Today’s road leads us to a place where children are not safe. Especially the inner cities poor children. The arrest of two longtime teachers at Miramonte Elementary School opened a window to a problem that exists in other poor school districts.
The charges are shocking, but the choice of victims comes as little surprise.
At Miramonte, the victims could hardly have been more disadvantaged: The 1,400 students are virtually all from poor Latino homes, a majority from immigrant families where English isn't spoken at home, and some with parents lacking legal immigrant status. It's a voiceless community where fear is ingrained — fear of authority, fear of the police, fear of immigration enforcement, fear of retribution.
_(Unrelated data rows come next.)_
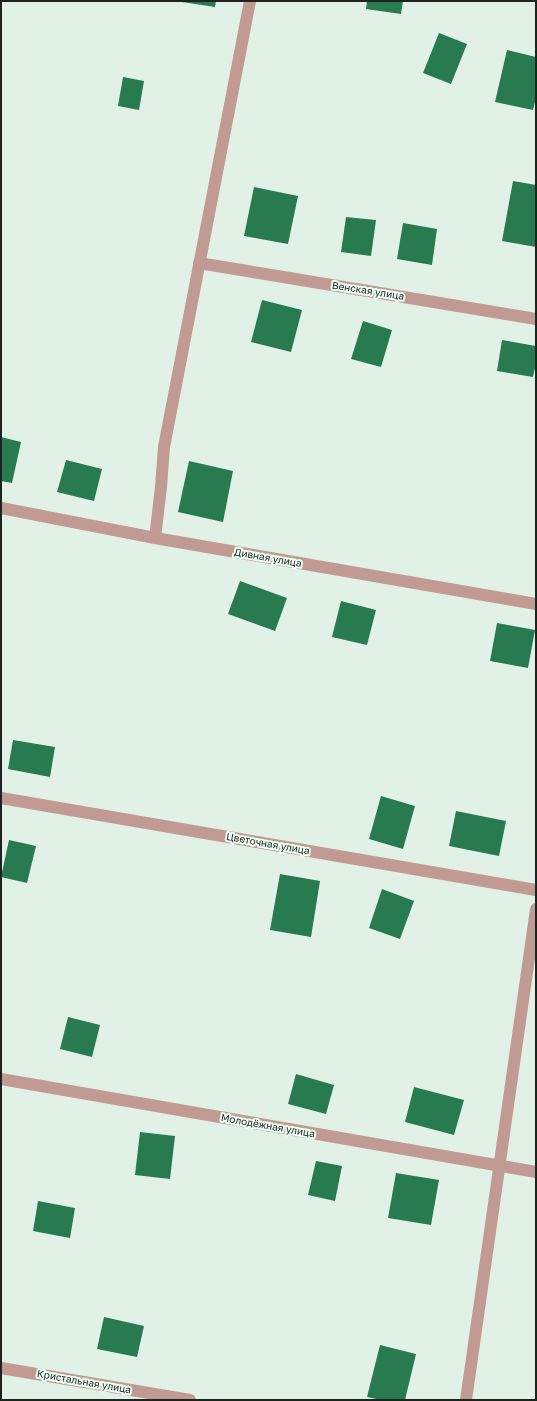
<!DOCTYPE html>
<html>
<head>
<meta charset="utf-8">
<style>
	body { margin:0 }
	#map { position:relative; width:537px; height:1401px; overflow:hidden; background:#e1f1e6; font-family:"Golos Text",sans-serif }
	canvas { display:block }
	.frame { position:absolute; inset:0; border:2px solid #1d231f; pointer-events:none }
</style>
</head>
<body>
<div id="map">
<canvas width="537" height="1401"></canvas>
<div class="frame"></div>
</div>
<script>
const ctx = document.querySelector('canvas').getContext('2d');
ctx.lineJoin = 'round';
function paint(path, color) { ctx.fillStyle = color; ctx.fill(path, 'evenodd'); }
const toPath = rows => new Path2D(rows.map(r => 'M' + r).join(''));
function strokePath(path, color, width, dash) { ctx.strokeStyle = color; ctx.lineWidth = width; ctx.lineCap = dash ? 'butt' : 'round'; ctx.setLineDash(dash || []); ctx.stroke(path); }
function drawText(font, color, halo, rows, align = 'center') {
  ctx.font = font + ' "Golos Text",sans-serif'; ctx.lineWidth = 4; ctx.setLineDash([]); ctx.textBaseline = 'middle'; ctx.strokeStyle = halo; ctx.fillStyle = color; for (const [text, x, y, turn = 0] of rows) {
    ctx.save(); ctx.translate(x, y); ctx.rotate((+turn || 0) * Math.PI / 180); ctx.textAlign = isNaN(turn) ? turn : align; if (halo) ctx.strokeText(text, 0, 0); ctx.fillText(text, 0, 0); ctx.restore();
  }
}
const building = toPath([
	[175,1,216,1,215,7],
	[367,1,403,1,401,14,366,9],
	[439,33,467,44,451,84,423,73],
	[507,50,536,57,536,98,533,110,495,102],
	[123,77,144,81,139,110,118,106],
	[513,181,536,185,536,247,502,241],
	[254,187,298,196,288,244,244,236],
	[346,217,376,220,371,256,341,252],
	[403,223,437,229,432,265,397,259],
	[262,300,302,310,291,352,251,342],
	[363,321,392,330,381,367,351,359],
	[502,340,536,346,536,363,533,377,497,371],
	[1,437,21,442,12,483,1,481],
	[66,460,102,469,94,501,57,492],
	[189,461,233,471,223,522,178,512],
	[240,581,287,598,275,631,228,614],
	[341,601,376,610,367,645,332,637],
	[497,623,535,630,528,668,490,661],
	[13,740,55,747,50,777,8,769],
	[381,796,415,806,403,849,369,839],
	[456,811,506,821,499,856,449,846],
	[9,840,36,846,27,883,1,877],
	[280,874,320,881,311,937,270,930],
	[382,889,414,901,400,939,369,928],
	[68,1017,100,1025,92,1057,60,1049],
	[296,1074,334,1085,326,1114,288,1104],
	[414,1087,464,1100,454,1135,405,1122],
	[140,1132,175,1136,170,1179,135,1175],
	[316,1161,342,1166,335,1201,308,1195],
	[396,1173,439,1180,431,1225,388,1218],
	[38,1201,75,1208,70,1238,33,1231],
	[104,1317,144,1326,137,1357,97,1349],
	[380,1345,416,1354,405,1400,381,1400,367,1397]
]);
const minor = toPath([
	[199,263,536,319],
	[1,508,155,538,536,604],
	[155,538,161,487,164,447,250,1],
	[1,798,536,890],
	[1,1079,536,1172],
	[1,1368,190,1400],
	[466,1400,536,909]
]);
const streetNames = [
	["Венская улица",368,291,9],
	["Дивная улица",268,558,10],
	["Цветочная улица",268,844,10],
	["Молодёжная улица",268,1126,10],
	["Кристальная улица",84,1382,10]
];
paint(building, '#287a50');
strokePath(minor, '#c19b93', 12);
drawText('10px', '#1d231f', '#eefef3', streetNames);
</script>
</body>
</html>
The hard-pressed barrio school is just the kind of place where an adult with bad intentions could take advantage of a child, knowing there was little chance a victimized family would report the acts. Or if they did, little chance they would be believed.
You have lots of the very poor who don't even know what their rights are. Miramonte is not Malibu. It's not a sophisticated community. It's a perfect recipe for a predator. According to Lisa Aronson Fontes, a psychology professor at the University of Massachusetts who wrote Child Abuse and Culture: Working with Diverse Families, "There's a culture of silence at most schools … and a culture of disbelief and denial."
In the case of Miramonte Elementary, administrators fired the whole teaching staff. I’m not sure that’s the answer for dealing with this situation, but they felt they had to. I wish I knew the answer to protecting these disadvantaged children throughout our nation. Sadly, I’m not sure there is an answer.